**EXERCISE DATA:**

□ □ □ □ □

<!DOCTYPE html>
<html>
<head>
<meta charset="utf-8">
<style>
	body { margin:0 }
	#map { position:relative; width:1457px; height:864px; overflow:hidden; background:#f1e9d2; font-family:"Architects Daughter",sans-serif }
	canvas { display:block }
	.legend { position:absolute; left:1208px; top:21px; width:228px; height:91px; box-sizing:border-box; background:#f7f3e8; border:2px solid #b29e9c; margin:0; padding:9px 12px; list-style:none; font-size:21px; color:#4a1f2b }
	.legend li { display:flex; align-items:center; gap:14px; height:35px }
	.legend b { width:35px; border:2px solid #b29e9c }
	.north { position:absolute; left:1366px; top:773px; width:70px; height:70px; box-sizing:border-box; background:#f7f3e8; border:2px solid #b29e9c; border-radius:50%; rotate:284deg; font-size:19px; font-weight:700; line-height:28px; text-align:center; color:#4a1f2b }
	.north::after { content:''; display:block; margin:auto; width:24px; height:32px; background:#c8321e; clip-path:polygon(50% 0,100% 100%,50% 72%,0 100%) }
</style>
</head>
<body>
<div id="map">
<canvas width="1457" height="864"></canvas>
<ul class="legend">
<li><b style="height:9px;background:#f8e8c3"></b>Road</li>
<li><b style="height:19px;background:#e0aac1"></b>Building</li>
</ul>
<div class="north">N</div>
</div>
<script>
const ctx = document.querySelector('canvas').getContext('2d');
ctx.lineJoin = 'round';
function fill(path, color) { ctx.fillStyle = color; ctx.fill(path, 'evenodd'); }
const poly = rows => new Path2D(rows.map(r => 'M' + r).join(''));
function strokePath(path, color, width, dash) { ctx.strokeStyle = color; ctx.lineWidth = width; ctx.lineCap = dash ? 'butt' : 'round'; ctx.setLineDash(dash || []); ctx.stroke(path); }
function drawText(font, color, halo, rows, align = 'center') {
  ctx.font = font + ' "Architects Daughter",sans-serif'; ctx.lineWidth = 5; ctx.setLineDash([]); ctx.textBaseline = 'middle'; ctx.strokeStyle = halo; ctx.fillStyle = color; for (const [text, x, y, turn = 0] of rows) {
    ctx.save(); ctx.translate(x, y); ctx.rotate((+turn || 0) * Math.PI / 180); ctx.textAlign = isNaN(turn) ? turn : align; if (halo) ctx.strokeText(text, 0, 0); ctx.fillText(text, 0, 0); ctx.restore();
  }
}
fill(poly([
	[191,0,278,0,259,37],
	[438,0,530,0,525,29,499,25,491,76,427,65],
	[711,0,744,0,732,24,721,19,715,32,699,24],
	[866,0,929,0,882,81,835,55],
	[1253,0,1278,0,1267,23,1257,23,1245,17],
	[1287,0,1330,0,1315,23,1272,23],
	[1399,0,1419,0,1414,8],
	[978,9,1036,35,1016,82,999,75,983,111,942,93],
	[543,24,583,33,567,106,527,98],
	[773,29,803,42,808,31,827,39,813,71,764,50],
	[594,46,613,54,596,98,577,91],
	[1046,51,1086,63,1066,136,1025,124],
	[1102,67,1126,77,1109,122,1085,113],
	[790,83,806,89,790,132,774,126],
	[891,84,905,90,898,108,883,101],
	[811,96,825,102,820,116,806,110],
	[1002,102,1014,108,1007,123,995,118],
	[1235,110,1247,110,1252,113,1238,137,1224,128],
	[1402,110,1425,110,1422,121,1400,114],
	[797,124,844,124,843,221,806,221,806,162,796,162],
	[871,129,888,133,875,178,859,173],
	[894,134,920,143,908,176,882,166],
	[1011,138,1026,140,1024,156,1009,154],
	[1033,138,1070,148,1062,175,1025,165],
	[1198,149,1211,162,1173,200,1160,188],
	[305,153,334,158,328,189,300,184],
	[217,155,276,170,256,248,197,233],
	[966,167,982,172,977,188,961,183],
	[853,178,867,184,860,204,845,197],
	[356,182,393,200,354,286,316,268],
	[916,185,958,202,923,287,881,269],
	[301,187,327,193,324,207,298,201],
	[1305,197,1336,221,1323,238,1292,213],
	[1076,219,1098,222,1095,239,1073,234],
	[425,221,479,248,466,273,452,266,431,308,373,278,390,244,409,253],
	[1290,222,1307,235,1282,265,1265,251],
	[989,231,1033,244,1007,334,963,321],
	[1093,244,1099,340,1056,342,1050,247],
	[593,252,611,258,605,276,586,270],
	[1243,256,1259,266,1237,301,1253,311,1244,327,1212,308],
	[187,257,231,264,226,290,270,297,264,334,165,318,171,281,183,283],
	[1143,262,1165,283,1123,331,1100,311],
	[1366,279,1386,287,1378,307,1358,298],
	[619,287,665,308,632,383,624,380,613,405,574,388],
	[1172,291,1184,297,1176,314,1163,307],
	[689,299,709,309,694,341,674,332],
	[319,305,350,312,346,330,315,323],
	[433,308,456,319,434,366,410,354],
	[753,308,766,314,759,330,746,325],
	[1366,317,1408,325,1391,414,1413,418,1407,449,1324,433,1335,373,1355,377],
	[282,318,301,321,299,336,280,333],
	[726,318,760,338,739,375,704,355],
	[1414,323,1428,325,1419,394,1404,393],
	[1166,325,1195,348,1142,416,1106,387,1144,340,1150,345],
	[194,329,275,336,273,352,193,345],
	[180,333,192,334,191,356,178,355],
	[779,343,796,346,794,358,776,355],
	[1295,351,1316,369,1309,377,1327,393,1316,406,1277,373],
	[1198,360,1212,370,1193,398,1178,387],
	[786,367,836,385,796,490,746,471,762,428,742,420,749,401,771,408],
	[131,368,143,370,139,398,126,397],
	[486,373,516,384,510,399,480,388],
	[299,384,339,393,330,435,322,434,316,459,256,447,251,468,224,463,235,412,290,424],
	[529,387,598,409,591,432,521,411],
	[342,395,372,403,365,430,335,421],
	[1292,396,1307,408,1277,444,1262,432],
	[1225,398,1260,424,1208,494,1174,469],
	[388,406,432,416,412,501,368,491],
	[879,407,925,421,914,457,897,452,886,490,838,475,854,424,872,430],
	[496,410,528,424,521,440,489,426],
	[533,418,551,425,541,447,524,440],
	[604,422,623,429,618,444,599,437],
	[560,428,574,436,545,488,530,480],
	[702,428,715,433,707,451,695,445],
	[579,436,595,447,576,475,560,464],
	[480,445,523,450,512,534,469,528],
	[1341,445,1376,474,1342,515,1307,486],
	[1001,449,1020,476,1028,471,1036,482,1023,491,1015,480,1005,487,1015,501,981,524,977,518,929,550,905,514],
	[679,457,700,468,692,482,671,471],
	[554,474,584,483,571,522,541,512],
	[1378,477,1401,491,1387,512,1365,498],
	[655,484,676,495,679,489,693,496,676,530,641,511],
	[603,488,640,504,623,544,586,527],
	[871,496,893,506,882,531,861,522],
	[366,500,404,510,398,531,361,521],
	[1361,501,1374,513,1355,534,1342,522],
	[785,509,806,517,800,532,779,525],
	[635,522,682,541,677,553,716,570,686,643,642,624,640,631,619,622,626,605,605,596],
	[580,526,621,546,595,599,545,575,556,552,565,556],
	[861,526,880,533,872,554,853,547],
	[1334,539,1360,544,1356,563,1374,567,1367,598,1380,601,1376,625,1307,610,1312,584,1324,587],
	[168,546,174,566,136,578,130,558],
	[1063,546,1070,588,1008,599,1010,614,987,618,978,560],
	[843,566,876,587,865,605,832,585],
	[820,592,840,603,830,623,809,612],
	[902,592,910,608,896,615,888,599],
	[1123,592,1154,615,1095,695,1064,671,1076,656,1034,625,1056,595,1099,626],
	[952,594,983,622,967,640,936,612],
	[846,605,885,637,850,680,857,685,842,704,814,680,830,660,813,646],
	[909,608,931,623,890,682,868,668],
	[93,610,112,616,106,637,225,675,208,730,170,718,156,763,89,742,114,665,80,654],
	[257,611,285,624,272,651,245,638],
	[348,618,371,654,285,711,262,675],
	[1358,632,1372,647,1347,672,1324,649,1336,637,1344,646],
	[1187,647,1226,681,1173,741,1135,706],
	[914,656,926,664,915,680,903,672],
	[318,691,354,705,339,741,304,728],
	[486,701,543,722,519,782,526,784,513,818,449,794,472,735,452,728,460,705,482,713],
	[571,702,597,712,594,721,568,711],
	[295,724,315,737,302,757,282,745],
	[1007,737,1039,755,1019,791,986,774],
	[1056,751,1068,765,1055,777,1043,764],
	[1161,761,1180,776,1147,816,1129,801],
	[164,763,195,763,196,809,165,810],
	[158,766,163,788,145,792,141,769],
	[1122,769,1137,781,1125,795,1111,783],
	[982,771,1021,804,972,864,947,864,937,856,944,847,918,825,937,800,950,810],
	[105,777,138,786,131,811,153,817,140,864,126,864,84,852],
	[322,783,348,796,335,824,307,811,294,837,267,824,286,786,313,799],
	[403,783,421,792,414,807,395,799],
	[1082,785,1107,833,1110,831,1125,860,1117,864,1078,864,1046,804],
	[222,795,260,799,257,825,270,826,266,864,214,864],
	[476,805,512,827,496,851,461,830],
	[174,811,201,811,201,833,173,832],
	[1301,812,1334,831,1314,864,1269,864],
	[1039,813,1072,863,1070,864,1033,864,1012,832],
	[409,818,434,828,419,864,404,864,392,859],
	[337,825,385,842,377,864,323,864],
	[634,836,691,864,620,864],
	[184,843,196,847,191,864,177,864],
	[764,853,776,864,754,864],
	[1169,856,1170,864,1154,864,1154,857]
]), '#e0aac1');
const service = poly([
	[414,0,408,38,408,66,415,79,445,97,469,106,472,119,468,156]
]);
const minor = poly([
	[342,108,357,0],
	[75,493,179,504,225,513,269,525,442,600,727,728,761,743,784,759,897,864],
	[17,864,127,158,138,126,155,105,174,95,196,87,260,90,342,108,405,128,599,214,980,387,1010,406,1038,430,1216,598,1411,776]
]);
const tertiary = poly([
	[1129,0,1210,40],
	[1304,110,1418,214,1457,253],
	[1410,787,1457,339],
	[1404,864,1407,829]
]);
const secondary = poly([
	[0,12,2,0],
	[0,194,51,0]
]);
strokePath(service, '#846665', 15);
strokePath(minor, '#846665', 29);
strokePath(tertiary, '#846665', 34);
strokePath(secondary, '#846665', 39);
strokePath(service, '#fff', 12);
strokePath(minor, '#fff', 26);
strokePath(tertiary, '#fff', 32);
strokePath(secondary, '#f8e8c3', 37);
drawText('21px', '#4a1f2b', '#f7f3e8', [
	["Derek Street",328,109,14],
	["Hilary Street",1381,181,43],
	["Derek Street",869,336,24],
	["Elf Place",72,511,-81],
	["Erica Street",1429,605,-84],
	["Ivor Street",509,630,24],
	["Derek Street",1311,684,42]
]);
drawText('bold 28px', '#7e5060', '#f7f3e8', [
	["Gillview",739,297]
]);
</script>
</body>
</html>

□ □ □ □ □

**DESCRIPTION OF THE TASK:** Return exactly what appears above, from the first line of the entries to the line with "function drawText(font, color, halo, rows, align", inclusive.

**RESPONSE BELOW:**
<!DOCTYPE html>
<html>
<head>
<meta charset="utf-8">
<style>
	body { margin:0 }
	#map { position:relative; width:1457px; height:864px; overflow:hidden; background:#f1e9d2; font-family:"Architects Daughter",sans-serif }
	canvas { display:block }
	.legend { position:absolute; left:1208px; top:21px; width:228px; height:91px; box-sizing:border-box; background:#f7f3e8; border:2px solid #b29e9c; margin:0; padding:9px 12px; list-style:none; font-size:21px; color:#4a1f2b }
	.legend li { display:flex; align-items:center; gap:14px; height:35px }
	.legend b { width:35px; border:2px solid #b29e9c }
	.north { position:absolute; left:1366px; top:773px; width:70px; height:70px; box-sizing:border-box; background:#f7f3e8; border:2px solid #b29e9c; border-radius:50%; rotate:284deg; font-size:19px; font-weight:700; line-height:28px; text-align:center; color:#4a1f2b }
	.north::after { content:''; display:block; margin:auto; width:24px; height:32px; background:#c8321e; clip-path:polygon(50% 0,100% 100%,50% 72%,0 100%) }
</style>
</head>
<body>
<div id="map">
<canvas width="1457" height="864"></canvas>
<ul class="legend">
<li><b style="height:9px;background:#f8e8c3"></b>Road</li>
<li><b style="height:19px;background:#e0aac1"></b>Building</li>
</ul>
<div class="north">N</div>
</div>
<script>
const ctx = document.querySelector('canvas').getContext('2d');
ctx.lineJoin = 'round';
function fill(path, color) { ctx.fillStyle = color; ctx.fill(path, 'evenodd'); }
const poly = rows => new Path2D(rows.map(r => 'M' + r).join(''));
function strokePath(path, color, width, dash) { ctx.strokeStyle = color; ctx.lineWidth = width; ctx.lineCap = dash ? 'butt' : 'round'; ctx.setLineDash(dash || []); ctx.stroke(path); }
function drawText(font, color, halo, rows, align = 'center') {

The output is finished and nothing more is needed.